§ **DATASET EXTRACT**
- Opening Delimiter -
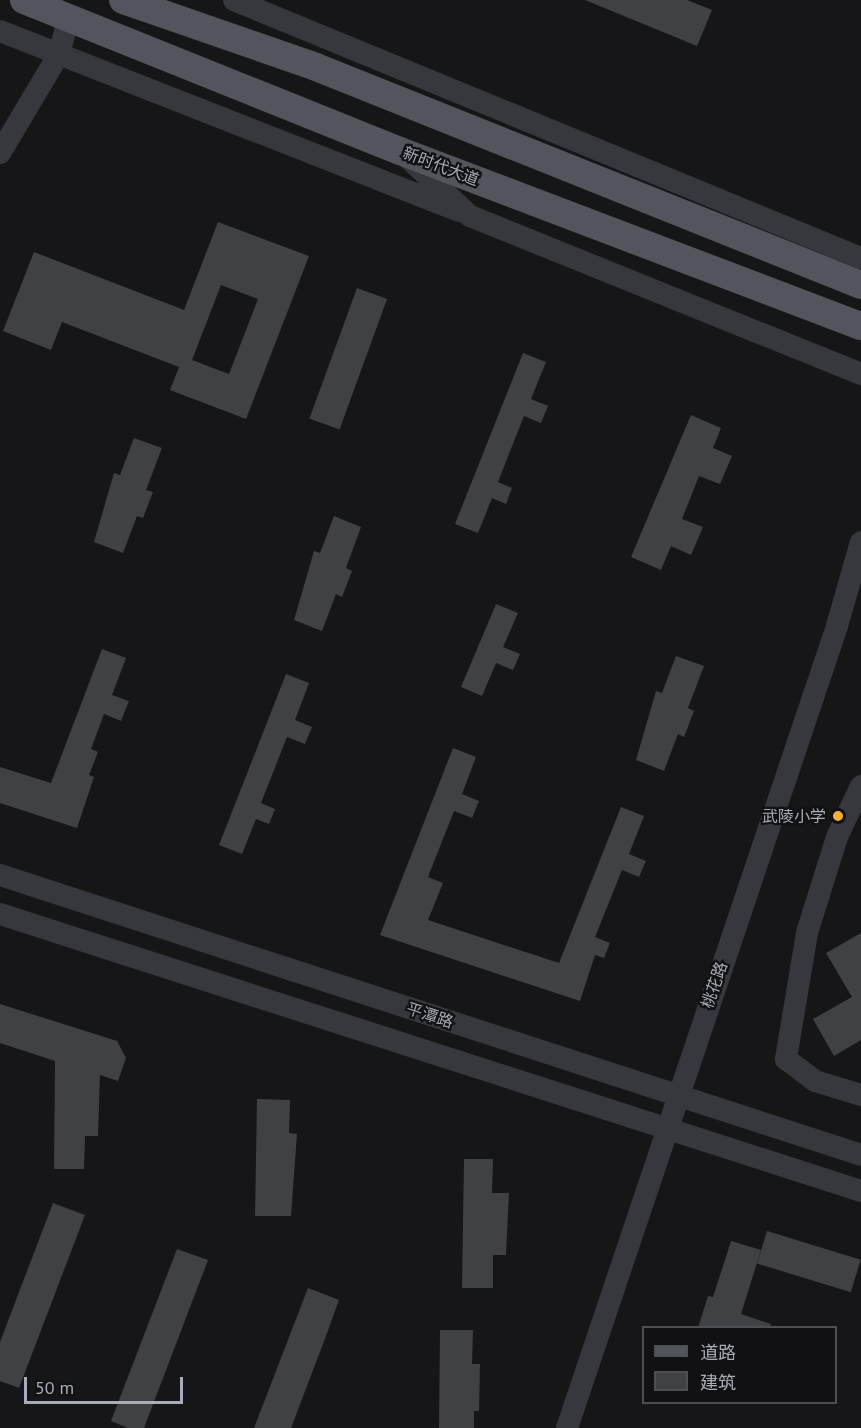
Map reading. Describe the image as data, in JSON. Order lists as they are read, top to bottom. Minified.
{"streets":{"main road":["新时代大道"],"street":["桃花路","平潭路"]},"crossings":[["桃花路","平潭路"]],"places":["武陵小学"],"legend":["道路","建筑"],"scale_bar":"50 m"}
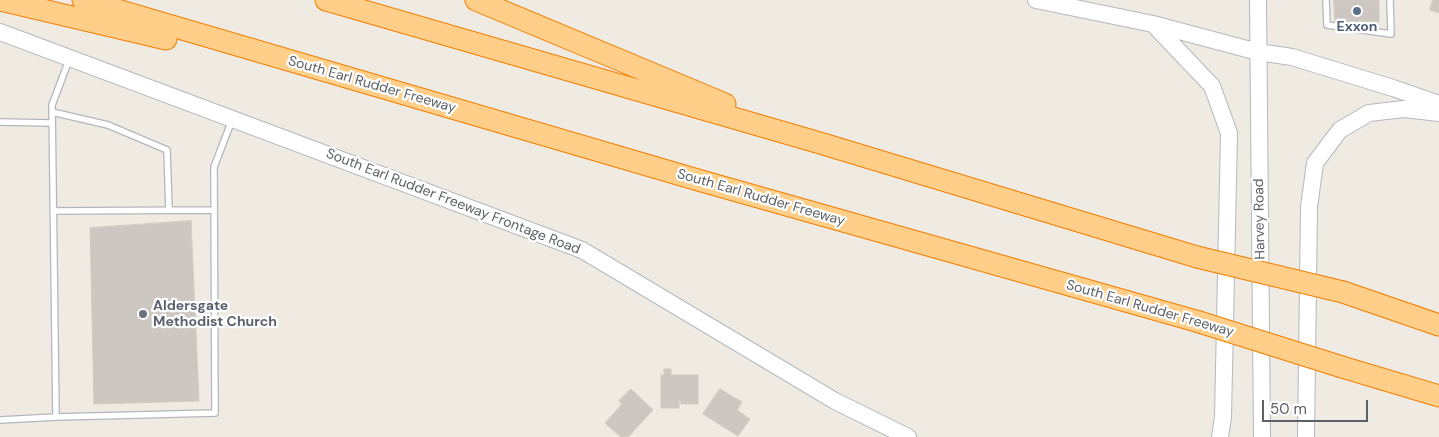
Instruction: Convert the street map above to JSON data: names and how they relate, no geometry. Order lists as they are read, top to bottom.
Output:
- Closing Delimiter -
§ **TO DO**
Your task is to set down exactly the lines from the line containing "Instruction: Convert the" to the end of the data above, including both ends.

§ **RESPONSE TO THIS TASK**
Instruction: Convert the street map above to JSON data: names and how they relate, no geometry. Order lists as they are read, top to bottom.
Output:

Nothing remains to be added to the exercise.